Hip Hop for Rip Rap: Benefit for Dome Island to be Held August 20 at Bolton Landing’s Brass Ring
Dome Island is that rarest of things on Lake George, an undisturbed piece of the original wilderness. And on August 20, the committee that has worked quietly for more than fifty years to maintain it in a natural state will host a fundraiser to support its conservation efforts.
“Hip Hop for Rip Rap,” a benefit for the Dome Island Preserve Committee, will be held on August 20 at the Brass Ring in Bolton Landing.
Five acts affiliated with the upstate New York record label Sub-Bombin will perform from 9 pm to midnight. A donation of $5 per person will be collected at the door.
“One hundred percent of the proceeds will be dedicated to rip rapping so that Dome Isand will be protected from erosion,” said Henry Caldwell, the chairman of the Dome Island Preserve Committee.
According to Caldwell, conservation pioneer John Apperson began rip rapping the island in 1917 after a landslide. Apperson purchased the island in 1939 and donated it to the Nature Conservancy in 1956.

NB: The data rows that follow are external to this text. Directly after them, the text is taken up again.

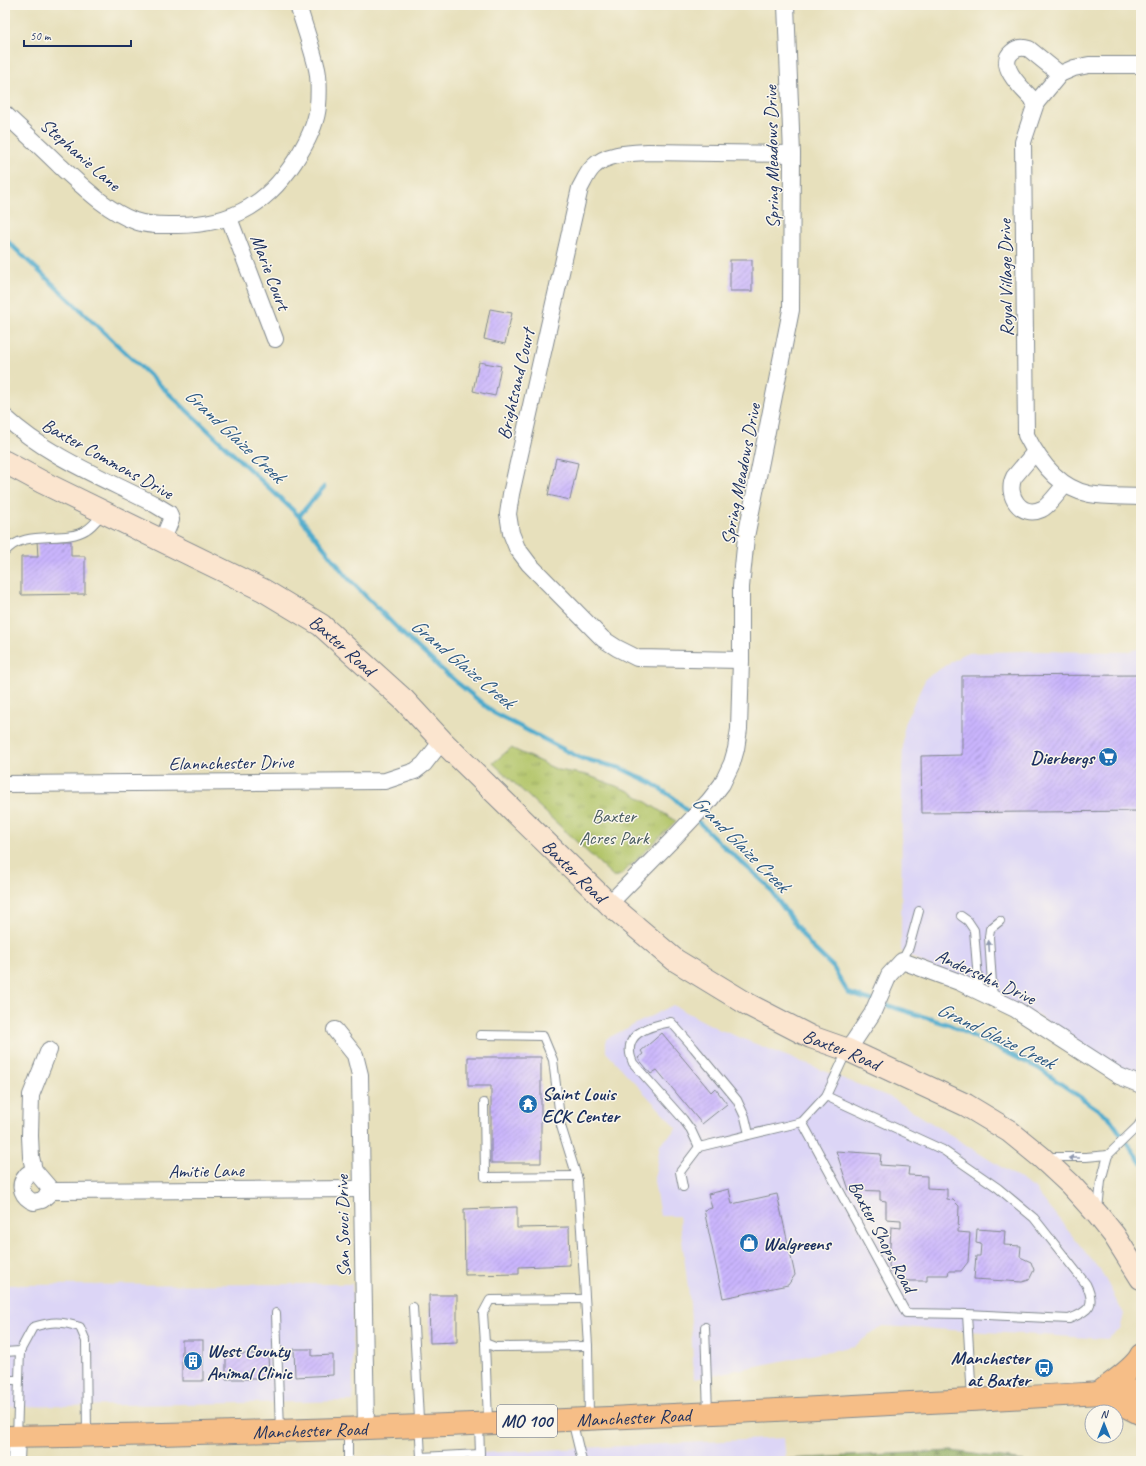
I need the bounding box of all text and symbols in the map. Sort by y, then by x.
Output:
scale bar [24,22,131,48]
text: 50 m [30,28,52,44]
street label: Spring Meadows Drive [759,83,785,229]
street label: Stephanie Lane [35,113,127,197]
street label: Royal Village Drive [993,217,1019,337]
street label: Marie Court [245,231,296,315]
street label: Brightsand Court [492,324,541,442]
water label: Grand Glaize Creek [180,383,292,490]
street label: Spring Meadows Drive [716,400,767,547]
street label: Baxter Commons Drive [38,413,179,506]
street label: Baxter Road [305,610,383,684]
water label: Grand Glaize Creek [406,613,522,716]
place label: Dierbergs [1030,746,1096,770]
supermarket icon: Dierbergs [1097,746,1119,768]
street label: Elannchester Drive [169,750,295,776]
water label: Grand Glaize Creek [687,790,797,900]
park label: Baxter Acres Park [579,804,650,850]
street label: Baxter Road [537,834,614,911]
one-way arrow [986,940,993,952]
street label: Andersohn Drive [932,943,1041,1011]
water label: Grand Glaize Creek [933,996,1062,1076]
street label: Baxter Road [798,1024,887,1078]
place label: Saint Louis ECK Center [542,1082,621,1128]
temple icon: Saint Louis ECK Center [517,1093,539,1115]
one-way arrow [1067,1155,1080,1161]
street label: Amitie Lane [168,1158,246,1184]
street label: San Souci Drive [330,1173,356,1277]
street label: Baxter Shops Road [843,1176,923,1300]
shop icon: Walgreens [738,1232,760,1254]
place label: Walgreens [763,1232,833,1256]
place label: West County Animal Clinic [207,1339,293,1385]
place label: Manchester at Baxter [951,1346,1032,1392]
building icon: West County Animal Clinic [182,1350,204,1372]
bus stop icon: Manchester at Baxter [1033,1357,1055,1379]
street label: Manchester Road [576,1403,695,1432]
north arrow [1084,1404,1124,1444]
road number: MO 100 [497,1405,557,1437]
text: N [1101,1407,1110,1421]
street label: Manchester Road [252,1417,371,1445]

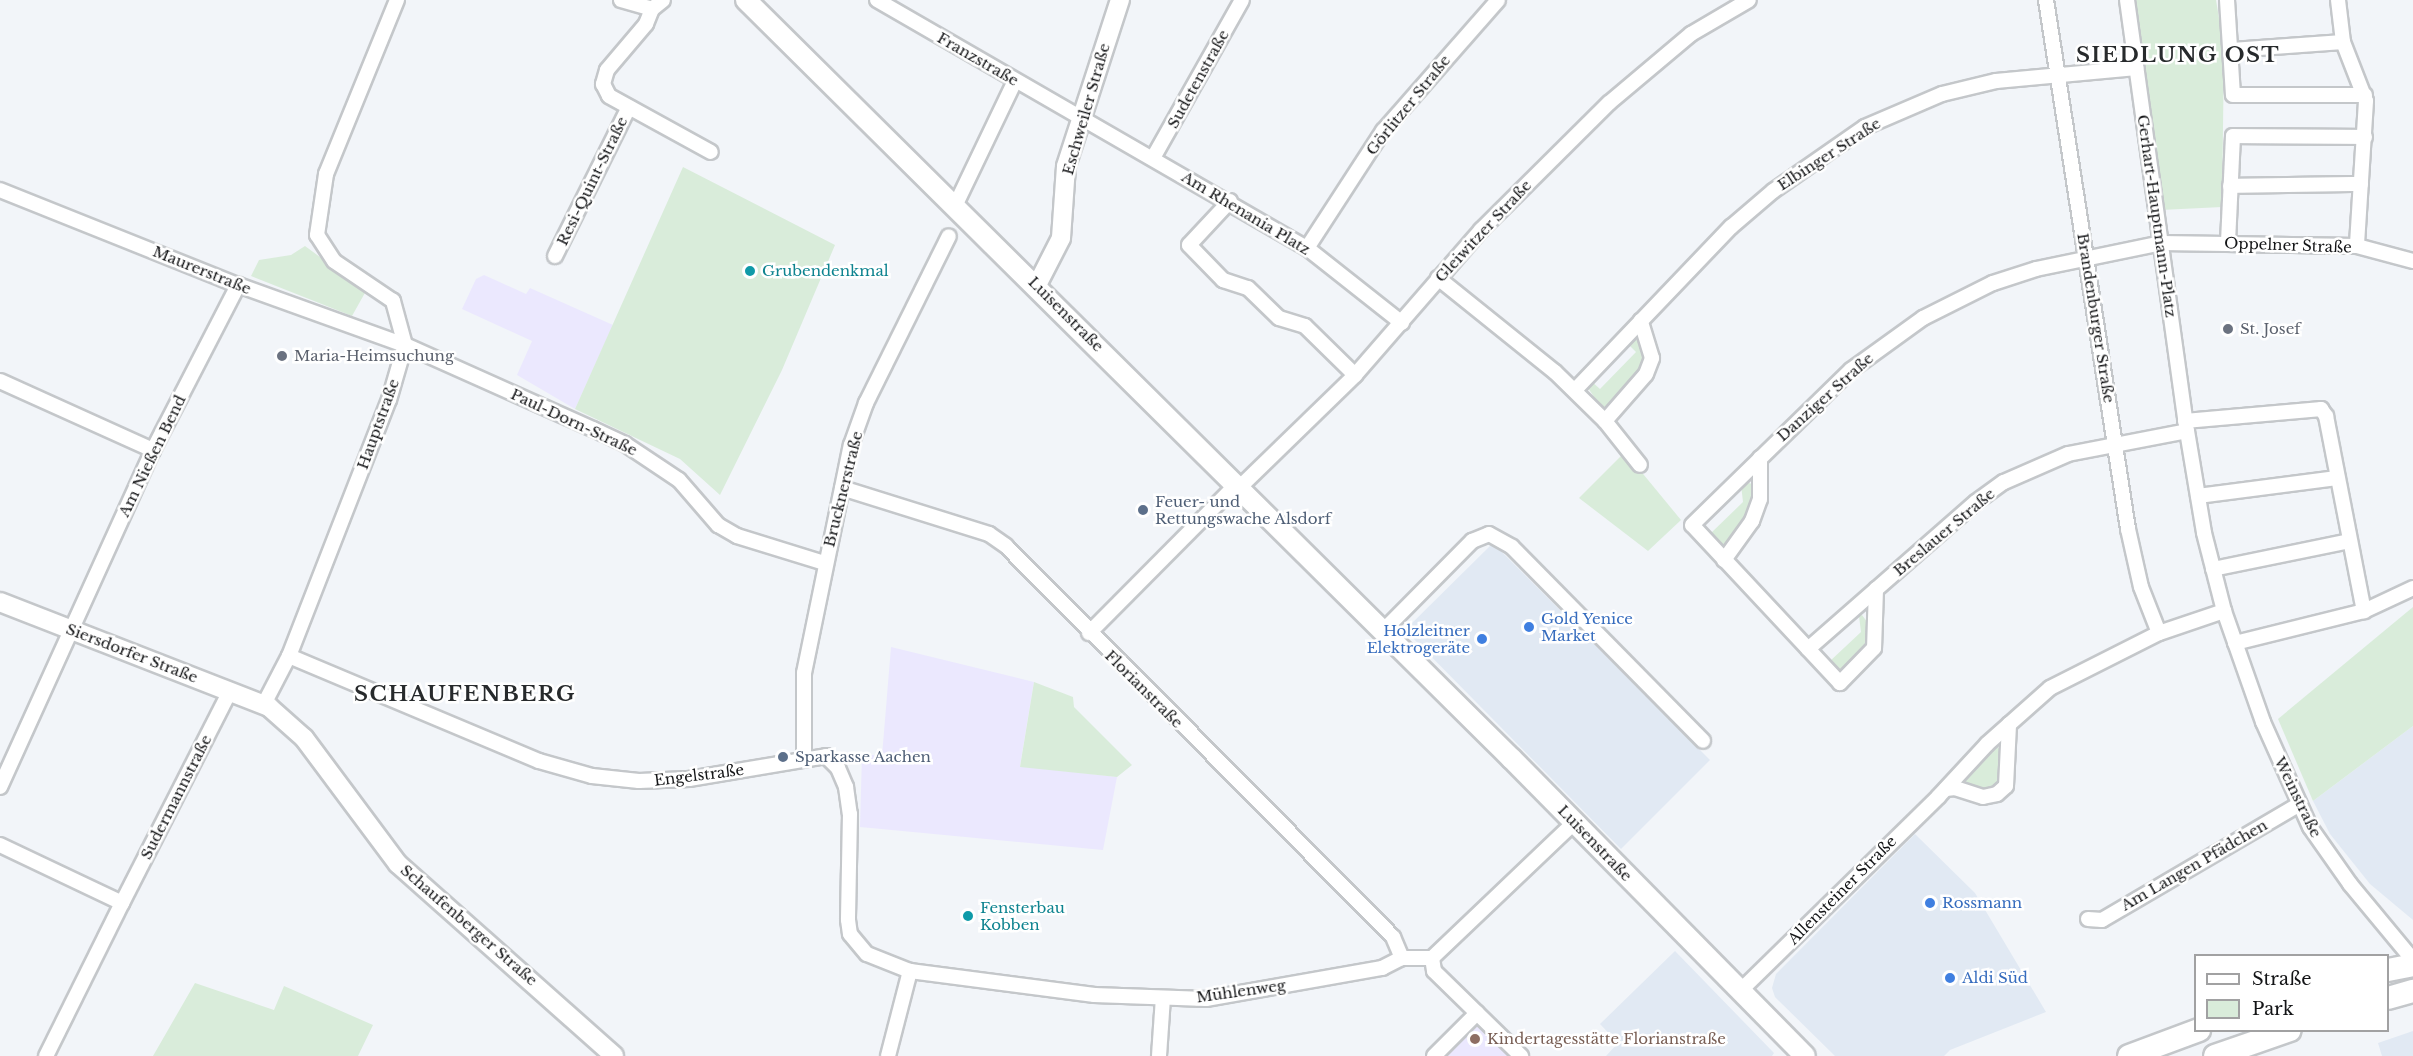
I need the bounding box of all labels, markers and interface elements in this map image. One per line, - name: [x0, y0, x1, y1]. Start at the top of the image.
- street label: Sudetenstraße: [1164, 27, 1232, 131]
- street label: Franzstraße: [934, 28, 1022, 90]
- street label: Eschweiler Straße: [1059, 41, 1113, 177]
- district label: SIEDLUNG OST: [2076, 42, 2280, 68]
- street label: Görlitzer Straße: [1362, 51, 1454, 159]
- street label: Gerhart-Hauptmann-Platz: [2134, 113, 2180, 319]
- street label: Resi-Quint-Straße: [553, 114, 631, 248]
- street label: Elbinger Straße: [1774, 114, 1884, 194]
- street label: Am Rhenania Platz: [1178, 167, 1314, 259]
- street label: Gleiwitzer Straße: [1431, 176, 1535, 286]
- street label: Brandenburger Straße: [2074, 232, 2118, 404]
- street label: Oppelner Straße: [2224, 234, 2352, 256]
- street label: Maurerstraße: [150, 242, 254, 298]
- place label: Grubendenkmal: [762, 262, 889, 280]
- marker: Grubendenkmal: [743, 264, 757, 278]
- street label: Luisenstraße: [1025, 273, 1107, 355]
- place label: St. Josef: [2240, 320, 2300, 338]
- marker: St. Josef: [2221, 322, 2235, 336]
- place label: Maria-Heimsuchung: [294, 347, 454, 365]
- marker: Maria-Heimsuchung: [275, 349, 289, 363]
- street label: Danziger Straße: [1773, 349, 1877, 445]
- street label: Hauptstraße: [353, 376, 403, 472]
- street label: Paul-Dorn-Straße: [508, 385, 640, 459]
- street label: Am Nießen Bend: [115, 392, 189, 520]
- street label: Brucknerstraße: [820, 429, 866, 549]
- street label: Breslauer Straße: [1890, 484, 1998, 580]
- place label: Feuer- und Rettungswache Alsdorf: [1155, 492, 1331, 527]
- marker: Feuer- und Rettungswache Alsdorf: [1136, 503, 1150, 517]
- place label: Gold Yenice Market: [1541, 609, 1633, 644]
- street label: Siersdorfer Straße: [63, 619, 201, 687]
- marker: Gold Yenice Market: [1522, 620, 1536, 634]
- place label: Holzleitner Elektrogeräte: [1367, 621, 1470, 656]
- marker: Holzleitner Elektrogeräte: [1475, 632, 1489, 646]
- street label: Florianstraße: [1101, 646, 1187, 732]
- district label: SCHAUFENBERG: [354, 681, 576, 707]
- street label: Sudermannstraße: [137, 732, 215, 862]
- place label: Sparkasse Aachen: [795, 748, 931, 766]
- marker: Sparkasse Aachen: [776, 750, 790, 764]
- street label: Weinstraße: [2271, 754, 2325, 840]
- street label: Engelstraße: [653, 761, 745, 789]
- street label: Luisenstraße: [1554, 801, 1636, 885]
- street label: Am Langen Pfädchen: [2118, 816, 2270, 914]
- street label: Allensteiner Straße: [1784, 832, 1900, 948]
- street label: Schaufenberger Straße: [397, 861, 541, 989]
- place label: Rossmann: [1942, 894, 2022, 912]
- marker: Rossmann: [1923, 896, 1937, 910]
- place label: Fensterbau Kobben: [980, 898, 1065, 933]
- marker: Fensterbau Kobben: [961, 909, 975, 923]
- legend: [2194, 954, 2389, 1032]
- text: Straße: [2252, 968, 2312, 990]
- place label: Aldi Süd: [1962, 969, 2028, 987]
- marker: Aldi Süd: [1943, 971, 1957, 985]
- street label: Mühlenweg: [1195, 976, 1287, 1006]
- text: Park: [2252, 998, 2294, 1020]
- place label: Kindertagesstätte Florianstraße: [1487, 1030, 1726, 1048]
- marker: Kindertagesstätte Florianstraße: [1468, 1032, 1482, 1046]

In recent years, the Dome Island Committee and the Eastern New York Nature Conservancy, which continues to own Dome Island, have funded many projects and programs to study and protect the larger Lake George eco-system, said Caldwell.
But, he said, Dome Island itself remains the focus of the Committee’s attention.
“We’ve funded studies of mercury pollution and wildlife corridors. We’ve supported the Adirondack Research Library, which houses important documents about the early history of conservation on Lake George. But our first priority is Dome Island,” said Caldwell.
“We’re grateful to Sub-Bombin Records and its talented stable of artists for this generous donation of time and energy,” said Caldwell.
According to Collin Badger, who helped found Sub-Bombin in 2005, the label began as a collective of hip-hoppers, electro-rockers, dj’s and dub-heads, who now collaborate on records and in live performances.
Based in Glens Falls, the label first attracted national attention when one of its acts, the electronic duo Charle Everywhere, was signed by a major independent label in 2009 and changed its name to Phantogram.
Sub-Bombin’s most recent release is “Psychpomp” by Rawhead, an instrumentalist who will be among the performers at the August 20 benefit.
Issued originally as an LP, Psychpomp is “a fresh, aural eardrum experience,” according to Brooklyn-based music critic Adam Winters.
Complementing Rawhead’s beat-laden electronica at the benefit will be emcees M.R. Blackout and Sime Gezus, electronic duo Mr. Owl and Midas DJing throughout the evening.
“Even though our music is urban rooted, we love the outdoors, especially Lake George,” said Collin Badger. “Coming to Bolton Landing and a new venue is very exciting, and we know our audience will appreciate the opportunity to do something for the lake.”